• MATERIAL FOR THIS TASK
----

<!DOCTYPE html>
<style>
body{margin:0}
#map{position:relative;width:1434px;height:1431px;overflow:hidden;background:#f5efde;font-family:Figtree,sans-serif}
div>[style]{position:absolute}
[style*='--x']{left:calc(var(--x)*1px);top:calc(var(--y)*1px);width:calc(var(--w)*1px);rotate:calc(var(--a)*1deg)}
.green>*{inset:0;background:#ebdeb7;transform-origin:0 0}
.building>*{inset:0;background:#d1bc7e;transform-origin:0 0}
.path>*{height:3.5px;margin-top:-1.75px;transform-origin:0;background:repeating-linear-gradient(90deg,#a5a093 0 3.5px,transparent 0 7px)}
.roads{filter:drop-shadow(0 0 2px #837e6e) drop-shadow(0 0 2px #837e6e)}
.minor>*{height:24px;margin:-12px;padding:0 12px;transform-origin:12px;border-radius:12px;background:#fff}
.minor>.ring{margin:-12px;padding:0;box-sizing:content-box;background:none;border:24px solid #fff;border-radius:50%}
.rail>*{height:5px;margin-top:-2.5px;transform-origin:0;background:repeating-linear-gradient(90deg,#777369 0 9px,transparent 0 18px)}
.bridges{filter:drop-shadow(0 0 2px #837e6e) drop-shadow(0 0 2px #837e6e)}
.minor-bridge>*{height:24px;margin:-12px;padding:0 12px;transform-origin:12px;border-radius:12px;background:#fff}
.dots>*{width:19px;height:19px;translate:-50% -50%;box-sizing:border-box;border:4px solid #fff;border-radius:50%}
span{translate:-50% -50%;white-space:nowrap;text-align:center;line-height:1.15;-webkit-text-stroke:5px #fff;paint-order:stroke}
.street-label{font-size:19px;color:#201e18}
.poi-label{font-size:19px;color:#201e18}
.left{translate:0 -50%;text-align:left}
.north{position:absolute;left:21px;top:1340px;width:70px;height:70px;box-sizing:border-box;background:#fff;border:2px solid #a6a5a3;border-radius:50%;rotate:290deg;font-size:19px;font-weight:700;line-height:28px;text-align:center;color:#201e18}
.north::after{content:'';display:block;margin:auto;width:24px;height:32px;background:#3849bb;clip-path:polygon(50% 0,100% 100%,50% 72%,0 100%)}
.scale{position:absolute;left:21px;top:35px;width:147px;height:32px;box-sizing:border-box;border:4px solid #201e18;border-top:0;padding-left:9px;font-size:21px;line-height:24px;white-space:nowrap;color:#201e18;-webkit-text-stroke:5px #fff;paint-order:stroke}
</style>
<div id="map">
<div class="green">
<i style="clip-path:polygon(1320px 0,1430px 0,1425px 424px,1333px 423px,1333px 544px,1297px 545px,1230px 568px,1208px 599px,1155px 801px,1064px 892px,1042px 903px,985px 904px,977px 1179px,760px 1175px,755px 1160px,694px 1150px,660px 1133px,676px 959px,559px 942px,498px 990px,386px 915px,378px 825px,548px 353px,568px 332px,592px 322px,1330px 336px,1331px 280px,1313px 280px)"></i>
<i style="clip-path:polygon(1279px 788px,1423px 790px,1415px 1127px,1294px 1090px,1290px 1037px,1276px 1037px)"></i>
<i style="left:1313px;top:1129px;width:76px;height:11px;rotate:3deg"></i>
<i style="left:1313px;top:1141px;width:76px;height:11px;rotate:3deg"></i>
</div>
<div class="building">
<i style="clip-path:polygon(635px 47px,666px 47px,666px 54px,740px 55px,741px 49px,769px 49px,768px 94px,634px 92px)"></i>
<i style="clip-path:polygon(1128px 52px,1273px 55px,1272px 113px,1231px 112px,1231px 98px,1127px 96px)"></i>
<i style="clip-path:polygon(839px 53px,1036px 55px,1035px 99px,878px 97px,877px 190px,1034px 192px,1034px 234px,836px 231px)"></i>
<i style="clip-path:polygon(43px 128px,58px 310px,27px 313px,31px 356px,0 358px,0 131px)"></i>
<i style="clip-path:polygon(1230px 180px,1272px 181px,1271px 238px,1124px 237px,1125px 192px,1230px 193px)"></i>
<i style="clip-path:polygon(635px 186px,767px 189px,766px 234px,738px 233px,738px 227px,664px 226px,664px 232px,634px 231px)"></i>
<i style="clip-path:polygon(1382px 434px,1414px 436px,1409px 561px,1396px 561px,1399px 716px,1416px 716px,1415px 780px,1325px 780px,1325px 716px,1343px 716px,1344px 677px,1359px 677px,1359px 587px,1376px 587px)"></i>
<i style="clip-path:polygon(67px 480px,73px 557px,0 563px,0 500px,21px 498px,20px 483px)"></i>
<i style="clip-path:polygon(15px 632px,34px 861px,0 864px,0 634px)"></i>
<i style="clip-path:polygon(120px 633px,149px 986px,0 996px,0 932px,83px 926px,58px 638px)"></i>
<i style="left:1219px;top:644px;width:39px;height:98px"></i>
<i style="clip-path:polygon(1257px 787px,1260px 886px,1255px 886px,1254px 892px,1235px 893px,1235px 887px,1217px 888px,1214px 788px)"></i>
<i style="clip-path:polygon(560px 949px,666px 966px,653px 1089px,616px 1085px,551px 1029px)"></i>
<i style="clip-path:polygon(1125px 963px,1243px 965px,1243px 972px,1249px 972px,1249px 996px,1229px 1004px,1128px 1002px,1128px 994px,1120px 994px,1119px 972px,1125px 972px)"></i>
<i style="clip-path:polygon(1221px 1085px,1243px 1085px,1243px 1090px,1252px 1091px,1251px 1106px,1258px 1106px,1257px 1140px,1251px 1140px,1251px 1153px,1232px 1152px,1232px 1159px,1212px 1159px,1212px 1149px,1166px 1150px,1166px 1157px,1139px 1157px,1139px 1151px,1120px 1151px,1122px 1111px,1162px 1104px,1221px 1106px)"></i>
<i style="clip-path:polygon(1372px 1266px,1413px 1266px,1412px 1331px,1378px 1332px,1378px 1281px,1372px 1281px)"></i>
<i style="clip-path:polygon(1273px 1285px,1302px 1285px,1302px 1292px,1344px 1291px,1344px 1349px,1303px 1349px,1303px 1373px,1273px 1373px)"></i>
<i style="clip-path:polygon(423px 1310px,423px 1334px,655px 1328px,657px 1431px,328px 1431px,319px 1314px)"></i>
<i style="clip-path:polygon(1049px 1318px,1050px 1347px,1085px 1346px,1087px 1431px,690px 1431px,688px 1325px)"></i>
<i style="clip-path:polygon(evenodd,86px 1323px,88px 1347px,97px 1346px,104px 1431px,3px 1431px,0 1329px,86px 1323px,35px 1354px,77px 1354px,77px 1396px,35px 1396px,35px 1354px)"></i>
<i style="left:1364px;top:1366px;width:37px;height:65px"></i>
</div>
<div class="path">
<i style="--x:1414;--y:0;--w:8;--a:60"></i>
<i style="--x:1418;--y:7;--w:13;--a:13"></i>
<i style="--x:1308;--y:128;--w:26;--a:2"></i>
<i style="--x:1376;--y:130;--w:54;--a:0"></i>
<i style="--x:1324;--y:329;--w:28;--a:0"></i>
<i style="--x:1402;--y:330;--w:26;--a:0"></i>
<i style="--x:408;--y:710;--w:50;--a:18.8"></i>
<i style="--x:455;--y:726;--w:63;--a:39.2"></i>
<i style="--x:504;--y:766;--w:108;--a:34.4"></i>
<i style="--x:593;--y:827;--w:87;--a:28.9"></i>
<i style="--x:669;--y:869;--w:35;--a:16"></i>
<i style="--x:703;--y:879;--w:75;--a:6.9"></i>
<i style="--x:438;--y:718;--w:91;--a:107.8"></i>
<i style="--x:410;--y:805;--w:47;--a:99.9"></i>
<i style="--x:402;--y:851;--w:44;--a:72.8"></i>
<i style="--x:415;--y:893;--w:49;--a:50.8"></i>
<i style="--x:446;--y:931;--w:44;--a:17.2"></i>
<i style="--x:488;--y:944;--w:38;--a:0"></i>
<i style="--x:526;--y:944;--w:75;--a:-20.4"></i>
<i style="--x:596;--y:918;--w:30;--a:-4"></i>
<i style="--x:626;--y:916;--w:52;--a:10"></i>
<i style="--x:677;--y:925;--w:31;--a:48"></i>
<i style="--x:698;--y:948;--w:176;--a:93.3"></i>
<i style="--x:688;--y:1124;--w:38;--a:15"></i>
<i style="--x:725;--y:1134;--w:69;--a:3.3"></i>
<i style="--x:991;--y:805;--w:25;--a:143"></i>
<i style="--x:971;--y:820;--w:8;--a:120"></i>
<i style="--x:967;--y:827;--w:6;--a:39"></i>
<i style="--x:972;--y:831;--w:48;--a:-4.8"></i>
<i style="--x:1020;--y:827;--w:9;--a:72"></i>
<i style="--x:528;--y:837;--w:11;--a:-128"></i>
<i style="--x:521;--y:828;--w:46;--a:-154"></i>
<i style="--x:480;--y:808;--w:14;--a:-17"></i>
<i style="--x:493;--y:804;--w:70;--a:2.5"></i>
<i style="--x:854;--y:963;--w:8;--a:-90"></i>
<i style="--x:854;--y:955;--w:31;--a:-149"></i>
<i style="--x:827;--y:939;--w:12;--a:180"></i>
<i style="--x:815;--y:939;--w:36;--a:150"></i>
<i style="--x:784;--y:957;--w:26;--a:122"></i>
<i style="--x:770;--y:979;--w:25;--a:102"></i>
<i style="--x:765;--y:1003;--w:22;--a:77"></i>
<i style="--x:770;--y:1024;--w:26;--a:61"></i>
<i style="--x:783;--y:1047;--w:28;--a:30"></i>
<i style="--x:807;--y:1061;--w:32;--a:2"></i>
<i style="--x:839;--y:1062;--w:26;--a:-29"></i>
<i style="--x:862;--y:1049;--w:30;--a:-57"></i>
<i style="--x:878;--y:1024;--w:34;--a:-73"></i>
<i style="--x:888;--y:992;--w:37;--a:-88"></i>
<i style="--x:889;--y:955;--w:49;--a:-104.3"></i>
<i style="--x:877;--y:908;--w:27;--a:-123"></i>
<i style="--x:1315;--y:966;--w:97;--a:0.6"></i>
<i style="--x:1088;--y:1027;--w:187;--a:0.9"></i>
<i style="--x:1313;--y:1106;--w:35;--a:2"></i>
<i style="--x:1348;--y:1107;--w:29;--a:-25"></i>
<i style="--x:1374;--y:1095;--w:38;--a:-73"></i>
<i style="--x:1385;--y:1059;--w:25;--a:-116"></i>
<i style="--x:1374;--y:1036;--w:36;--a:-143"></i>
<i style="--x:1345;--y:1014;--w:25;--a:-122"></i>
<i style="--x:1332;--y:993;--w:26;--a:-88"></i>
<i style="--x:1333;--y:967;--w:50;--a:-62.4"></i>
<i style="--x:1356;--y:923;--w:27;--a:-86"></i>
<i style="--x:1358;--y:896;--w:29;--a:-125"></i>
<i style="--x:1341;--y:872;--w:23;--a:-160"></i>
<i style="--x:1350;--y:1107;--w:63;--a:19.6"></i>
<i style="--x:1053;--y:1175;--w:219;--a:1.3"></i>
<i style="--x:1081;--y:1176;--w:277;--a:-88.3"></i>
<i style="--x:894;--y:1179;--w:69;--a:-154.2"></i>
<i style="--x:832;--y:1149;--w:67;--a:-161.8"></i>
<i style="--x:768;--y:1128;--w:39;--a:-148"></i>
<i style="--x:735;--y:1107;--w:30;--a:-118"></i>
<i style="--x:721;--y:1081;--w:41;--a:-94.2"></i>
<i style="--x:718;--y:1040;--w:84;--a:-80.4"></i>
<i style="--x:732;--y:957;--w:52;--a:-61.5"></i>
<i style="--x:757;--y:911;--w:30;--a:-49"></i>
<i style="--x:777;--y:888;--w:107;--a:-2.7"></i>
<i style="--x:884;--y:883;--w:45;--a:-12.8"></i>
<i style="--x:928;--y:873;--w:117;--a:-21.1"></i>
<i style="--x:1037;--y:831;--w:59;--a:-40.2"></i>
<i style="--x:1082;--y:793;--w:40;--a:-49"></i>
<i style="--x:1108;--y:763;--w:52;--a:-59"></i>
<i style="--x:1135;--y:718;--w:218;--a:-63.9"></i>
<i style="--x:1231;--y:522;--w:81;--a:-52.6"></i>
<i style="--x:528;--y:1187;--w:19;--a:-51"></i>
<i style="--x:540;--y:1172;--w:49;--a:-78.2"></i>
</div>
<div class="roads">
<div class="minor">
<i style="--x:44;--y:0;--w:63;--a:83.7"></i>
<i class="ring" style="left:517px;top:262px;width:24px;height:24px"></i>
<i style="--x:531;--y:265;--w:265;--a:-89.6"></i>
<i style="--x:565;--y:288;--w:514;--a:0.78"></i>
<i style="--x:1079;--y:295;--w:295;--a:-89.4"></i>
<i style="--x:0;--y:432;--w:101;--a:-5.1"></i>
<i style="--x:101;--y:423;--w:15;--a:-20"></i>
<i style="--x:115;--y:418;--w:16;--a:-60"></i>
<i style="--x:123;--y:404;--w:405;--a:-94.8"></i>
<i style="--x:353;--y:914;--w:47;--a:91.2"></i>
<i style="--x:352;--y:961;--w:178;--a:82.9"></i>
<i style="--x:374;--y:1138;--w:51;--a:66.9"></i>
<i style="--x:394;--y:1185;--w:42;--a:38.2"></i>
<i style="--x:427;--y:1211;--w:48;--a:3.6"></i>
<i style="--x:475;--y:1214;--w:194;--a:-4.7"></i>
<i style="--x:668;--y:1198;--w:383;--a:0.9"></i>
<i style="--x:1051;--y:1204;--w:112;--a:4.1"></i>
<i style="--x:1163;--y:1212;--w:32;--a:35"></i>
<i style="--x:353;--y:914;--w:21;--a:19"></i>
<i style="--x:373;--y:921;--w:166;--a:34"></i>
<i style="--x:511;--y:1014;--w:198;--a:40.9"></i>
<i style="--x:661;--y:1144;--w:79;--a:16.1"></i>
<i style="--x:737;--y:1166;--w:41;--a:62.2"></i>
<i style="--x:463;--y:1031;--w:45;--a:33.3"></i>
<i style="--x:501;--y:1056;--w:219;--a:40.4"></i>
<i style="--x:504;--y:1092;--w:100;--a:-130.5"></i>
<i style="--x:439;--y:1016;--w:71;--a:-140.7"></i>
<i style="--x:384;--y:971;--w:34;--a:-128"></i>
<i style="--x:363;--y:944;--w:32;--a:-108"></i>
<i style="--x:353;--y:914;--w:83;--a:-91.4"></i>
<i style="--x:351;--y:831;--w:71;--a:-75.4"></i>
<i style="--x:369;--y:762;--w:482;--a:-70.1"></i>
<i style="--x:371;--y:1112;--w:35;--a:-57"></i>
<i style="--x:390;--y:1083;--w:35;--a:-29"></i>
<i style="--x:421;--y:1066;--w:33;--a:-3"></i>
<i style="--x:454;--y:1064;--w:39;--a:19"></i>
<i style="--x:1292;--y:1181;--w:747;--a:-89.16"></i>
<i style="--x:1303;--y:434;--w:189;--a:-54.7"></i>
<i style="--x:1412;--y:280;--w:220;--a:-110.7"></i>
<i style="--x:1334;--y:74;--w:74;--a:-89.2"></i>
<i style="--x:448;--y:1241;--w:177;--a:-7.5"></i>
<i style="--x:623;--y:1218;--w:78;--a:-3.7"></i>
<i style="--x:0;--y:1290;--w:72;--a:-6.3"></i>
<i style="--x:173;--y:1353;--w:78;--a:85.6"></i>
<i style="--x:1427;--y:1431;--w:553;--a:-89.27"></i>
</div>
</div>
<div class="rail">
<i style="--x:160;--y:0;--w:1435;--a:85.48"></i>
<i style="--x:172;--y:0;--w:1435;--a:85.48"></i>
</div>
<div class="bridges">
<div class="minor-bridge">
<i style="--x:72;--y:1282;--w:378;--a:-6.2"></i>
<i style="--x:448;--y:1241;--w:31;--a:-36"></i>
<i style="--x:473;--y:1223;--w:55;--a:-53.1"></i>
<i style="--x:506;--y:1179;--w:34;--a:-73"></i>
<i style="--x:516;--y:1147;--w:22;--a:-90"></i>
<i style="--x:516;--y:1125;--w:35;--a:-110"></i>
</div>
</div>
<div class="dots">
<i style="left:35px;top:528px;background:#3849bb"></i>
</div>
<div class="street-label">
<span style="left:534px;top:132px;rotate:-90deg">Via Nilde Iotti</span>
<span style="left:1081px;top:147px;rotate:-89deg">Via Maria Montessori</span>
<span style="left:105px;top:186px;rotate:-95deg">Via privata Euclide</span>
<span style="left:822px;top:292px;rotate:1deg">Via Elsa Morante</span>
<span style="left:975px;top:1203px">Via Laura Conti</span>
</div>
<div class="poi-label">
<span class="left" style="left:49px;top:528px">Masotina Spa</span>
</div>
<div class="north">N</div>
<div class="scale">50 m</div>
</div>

----

• EXERCISE DESCRIPTION
Since only a number is wanted, please say how many lines in the data include the word "green".

• OUTPUT BELOW
2